A la une

Après les hydrocarbures : les pays arabes misent sur l’hydrogène vert

Le projet de l’hydrogène vert algérien pour l’Europe, ainsi que d’autres initiatives régionales, témoignent de cette volonté collective de répondre aux défis du changement climatique et de sécuriser l’approvisionnement énergétique mondial.
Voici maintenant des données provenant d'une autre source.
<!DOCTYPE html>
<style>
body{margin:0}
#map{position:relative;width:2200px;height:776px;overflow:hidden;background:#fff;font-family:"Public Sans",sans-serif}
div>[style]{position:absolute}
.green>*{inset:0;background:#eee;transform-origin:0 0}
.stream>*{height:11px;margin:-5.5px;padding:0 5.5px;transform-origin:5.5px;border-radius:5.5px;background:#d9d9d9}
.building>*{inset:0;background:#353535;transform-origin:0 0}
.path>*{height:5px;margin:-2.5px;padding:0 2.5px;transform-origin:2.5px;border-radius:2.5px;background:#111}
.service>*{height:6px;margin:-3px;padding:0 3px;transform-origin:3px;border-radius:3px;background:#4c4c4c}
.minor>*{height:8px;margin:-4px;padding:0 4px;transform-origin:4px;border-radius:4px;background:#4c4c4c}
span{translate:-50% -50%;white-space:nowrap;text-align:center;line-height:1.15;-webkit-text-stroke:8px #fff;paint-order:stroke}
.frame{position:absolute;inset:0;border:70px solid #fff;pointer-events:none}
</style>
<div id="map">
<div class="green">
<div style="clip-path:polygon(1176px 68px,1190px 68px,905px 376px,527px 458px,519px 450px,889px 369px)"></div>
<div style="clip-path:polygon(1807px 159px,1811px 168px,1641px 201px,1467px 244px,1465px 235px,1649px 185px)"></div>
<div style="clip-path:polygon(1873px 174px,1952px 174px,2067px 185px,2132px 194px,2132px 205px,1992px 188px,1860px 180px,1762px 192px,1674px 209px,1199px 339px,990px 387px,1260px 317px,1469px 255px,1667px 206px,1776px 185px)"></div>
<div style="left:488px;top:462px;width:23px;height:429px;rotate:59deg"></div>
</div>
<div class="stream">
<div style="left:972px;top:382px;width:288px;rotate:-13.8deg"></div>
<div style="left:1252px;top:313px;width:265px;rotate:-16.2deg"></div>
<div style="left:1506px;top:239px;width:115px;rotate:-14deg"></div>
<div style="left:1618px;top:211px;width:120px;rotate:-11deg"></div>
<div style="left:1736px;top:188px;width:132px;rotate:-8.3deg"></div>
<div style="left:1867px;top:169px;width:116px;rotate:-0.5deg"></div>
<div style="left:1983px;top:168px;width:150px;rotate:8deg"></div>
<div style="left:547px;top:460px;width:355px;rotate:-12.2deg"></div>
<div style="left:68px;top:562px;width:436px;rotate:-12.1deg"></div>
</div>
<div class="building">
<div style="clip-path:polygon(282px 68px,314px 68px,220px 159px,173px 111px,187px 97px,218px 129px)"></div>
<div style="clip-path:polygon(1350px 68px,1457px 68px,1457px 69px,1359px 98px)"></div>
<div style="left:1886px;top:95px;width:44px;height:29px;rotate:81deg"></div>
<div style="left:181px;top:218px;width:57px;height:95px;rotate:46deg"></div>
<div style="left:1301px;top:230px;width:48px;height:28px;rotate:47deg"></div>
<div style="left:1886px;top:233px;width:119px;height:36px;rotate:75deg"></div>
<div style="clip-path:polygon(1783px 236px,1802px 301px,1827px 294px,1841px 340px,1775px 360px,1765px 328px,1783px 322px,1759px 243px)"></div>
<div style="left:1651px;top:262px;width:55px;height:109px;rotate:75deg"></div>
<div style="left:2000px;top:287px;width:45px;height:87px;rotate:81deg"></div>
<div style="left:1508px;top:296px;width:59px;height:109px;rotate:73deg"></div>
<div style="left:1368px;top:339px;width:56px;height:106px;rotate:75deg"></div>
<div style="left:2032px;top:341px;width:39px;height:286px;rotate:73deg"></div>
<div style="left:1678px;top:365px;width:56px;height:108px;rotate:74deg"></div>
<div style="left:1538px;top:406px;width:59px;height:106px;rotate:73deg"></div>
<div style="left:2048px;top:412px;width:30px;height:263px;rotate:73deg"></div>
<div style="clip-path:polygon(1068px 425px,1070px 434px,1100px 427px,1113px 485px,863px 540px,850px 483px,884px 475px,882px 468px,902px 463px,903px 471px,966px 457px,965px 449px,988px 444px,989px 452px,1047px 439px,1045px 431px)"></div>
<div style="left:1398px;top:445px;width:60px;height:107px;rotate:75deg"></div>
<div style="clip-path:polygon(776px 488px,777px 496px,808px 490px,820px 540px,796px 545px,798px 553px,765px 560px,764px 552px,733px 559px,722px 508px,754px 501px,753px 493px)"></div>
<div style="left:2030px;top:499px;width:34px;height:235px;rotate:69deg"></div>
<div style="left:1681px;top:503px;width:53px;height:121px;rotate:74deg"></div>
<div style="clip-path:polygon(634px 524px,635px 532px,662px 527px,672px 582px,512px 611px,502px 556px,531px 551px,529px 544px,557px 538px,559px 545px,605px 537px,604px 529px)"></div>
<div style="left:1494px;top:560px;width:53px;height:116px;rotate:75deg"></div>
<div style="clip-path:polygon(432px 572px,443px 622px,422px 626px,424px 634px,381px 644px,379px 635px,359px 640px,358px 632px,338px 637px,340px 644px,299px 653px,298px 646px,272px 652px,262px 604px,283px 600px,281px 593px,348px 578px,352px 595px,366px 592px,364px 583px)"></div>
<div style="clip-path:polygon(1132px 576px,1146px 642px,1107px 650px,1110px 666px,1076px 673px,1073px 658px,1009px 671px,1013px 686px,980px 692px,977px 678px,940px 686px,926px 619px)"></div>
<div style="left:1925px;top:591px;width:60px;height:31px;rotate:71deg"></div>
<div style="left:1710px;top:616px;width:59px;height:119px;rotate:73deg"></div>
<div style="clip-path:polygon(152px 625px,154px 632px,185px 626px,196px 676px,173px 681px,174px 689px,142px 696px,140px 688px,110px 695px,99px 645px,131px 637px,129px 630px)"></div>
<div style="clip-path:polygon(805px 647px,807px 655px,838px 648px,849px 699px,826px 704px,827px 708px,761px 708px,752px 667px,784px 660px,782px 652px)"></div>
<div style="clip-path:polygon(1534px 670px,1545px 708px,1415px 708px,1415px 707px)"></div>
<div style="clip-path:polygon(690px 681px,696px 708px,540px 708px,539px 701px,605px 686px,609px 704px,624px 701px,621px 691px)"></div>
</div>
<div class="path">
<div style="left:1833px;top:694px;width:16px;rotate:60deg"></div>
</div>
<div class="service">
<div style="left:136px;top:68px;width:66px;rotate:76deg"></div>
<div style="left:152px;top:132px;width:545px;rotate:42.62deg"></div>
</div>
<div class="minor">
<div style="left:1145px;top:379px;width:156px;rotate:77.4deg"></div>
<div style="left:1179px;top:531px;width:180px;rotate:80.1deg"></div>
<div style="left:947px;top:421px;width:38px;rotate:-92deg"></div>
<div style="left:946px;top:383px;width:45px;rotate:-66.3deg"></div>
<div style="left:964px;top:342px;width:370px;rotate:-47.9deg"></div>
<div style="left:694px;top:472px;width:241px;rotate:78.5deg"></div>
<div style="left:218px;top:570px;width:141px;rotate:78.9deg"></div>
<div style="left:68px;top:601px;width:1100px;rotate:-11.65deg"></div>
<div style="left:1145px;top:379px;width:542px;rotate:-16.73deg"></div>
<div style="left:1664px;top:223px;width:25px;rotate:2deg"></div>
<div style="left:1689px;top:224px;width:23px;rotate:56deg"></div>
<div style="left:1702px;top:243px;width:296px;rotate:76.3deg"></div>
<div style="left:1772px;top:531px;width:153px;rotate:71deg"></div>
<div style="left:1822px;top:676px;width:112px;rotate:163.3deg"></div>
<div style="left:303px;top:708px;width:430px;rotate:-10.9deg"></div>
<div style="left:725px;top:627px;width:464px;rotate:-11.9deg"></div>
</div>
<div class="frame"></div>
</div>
L’Organisation des pays arabes exportateurs de pétrole (OPAEP) a publié un rapport soulignant le rôle croissant de la région dans le marché mondial de l’énergie, notamment dans la production d’hydrogène. Selon ce rapport, la production d’hydrogène par les pays arabes devrait atteindre 27 millions de tonnes par an d’ici 2040, grâce à la réalisation des projets en cours. L’OPAEP insiste sur l’importance de ces initiatives en mentionnant dans son étude « L’évolution du marché du gaz naturel liquéfié (GNL) et de l’hydrogène au premier trimestre de 2026 », plusieurs pays arabes, notamment l’Algérie, l’Égypte, l’Arabie saoudite et Oman, jouent un rôle clé dans cette dynamique.
Les projections actualisées estiment qu’à l’horizon 2030, la production d’hydrogène dans la région atteindra environ 8 millions de tonnes par an, avant de grimper à 27 millions de tonnes d’ici 2040. Avec la mise en œuvre continue de ces grands projets, l’OPAEP prévoit que «la région est appelée à devenir un acteur incontournable sur le marché mondial de l’hydrogène au cours des prochaines décennies». Ces initiatives s’inscrivent dans un contexte de transition énergétique globale, où l’hydrogène vert, produit à partir de sources renouvelables, est perçu comme une solution stratégique pour réduire la dépendance aux hydrocarbures et répondre à la demande croissante en énergie propre.
Il est important de rappeler que l’Algérie s’est engagée dans un projet ambitieux de production d’hydrogène destiné à alimenter l’Europe, notamment via le «South Corridor H2». Ce méga-projet vise à fournir 10 % des besoins en hydrogène de l’Europe, en particulier pour alimenter l’Italie, l’Autriche et l’Allemagne. Le South Corridor H2 permettra de confirmer la position de l’Algérie en tant que hub régional de l’hydrogène, contribuant ainsi à la transition énergétique du continent européen. La diversification des exportations énergétiques de l’Algérie s’inscrit dans une stratégie plus large visant à devenir un fournisseur clé d’énergie propre, tout en consolidant ses relations avec l’Europe dans un contexte géopolitique en mutation.
Par ailleurs, concernant le marché du GNL, l’organisation souligne une baisse significative des exportations arabes au premier trimestre 2026. Les chiffres indiquent une diminution de 24,3%, passant de 28,8 millions de tonnes en janvier-mars 2025 à 21,8 millions de tonnes à la même période en 2026. Cette chute est principalement attribuée aux tensions géopolitiques dans la région du Golfe, qui ont impacté la stabilité et la capacité d’exportation des pays producteurs. Mais si globalement la livraisons du GNL de la région MENA a connu une baisse, l’Algérie tire son épingle du jeu, en raison des tensions dans le Golfe. La part du pays dans le marché du GNL a augmenté en Méditerranée.
Cela pour dire que la région arabe, avec ses vastes ressources et ses projets en cours, est appelée à jouer un rôle majeur dans la transition énergétique mondiale. La croissance prévue de la production d’hydrogène illustre un changement de paradigme, où l’énergie propre devient une priorité stratégique. Le projet algérien pour l’Europe, ainsi que d’autres initiatives régionales, témoignent de cette volonté collective de répondre aux défis du changement climatique et de sécuriser l’approvisionnement énergétique mondial.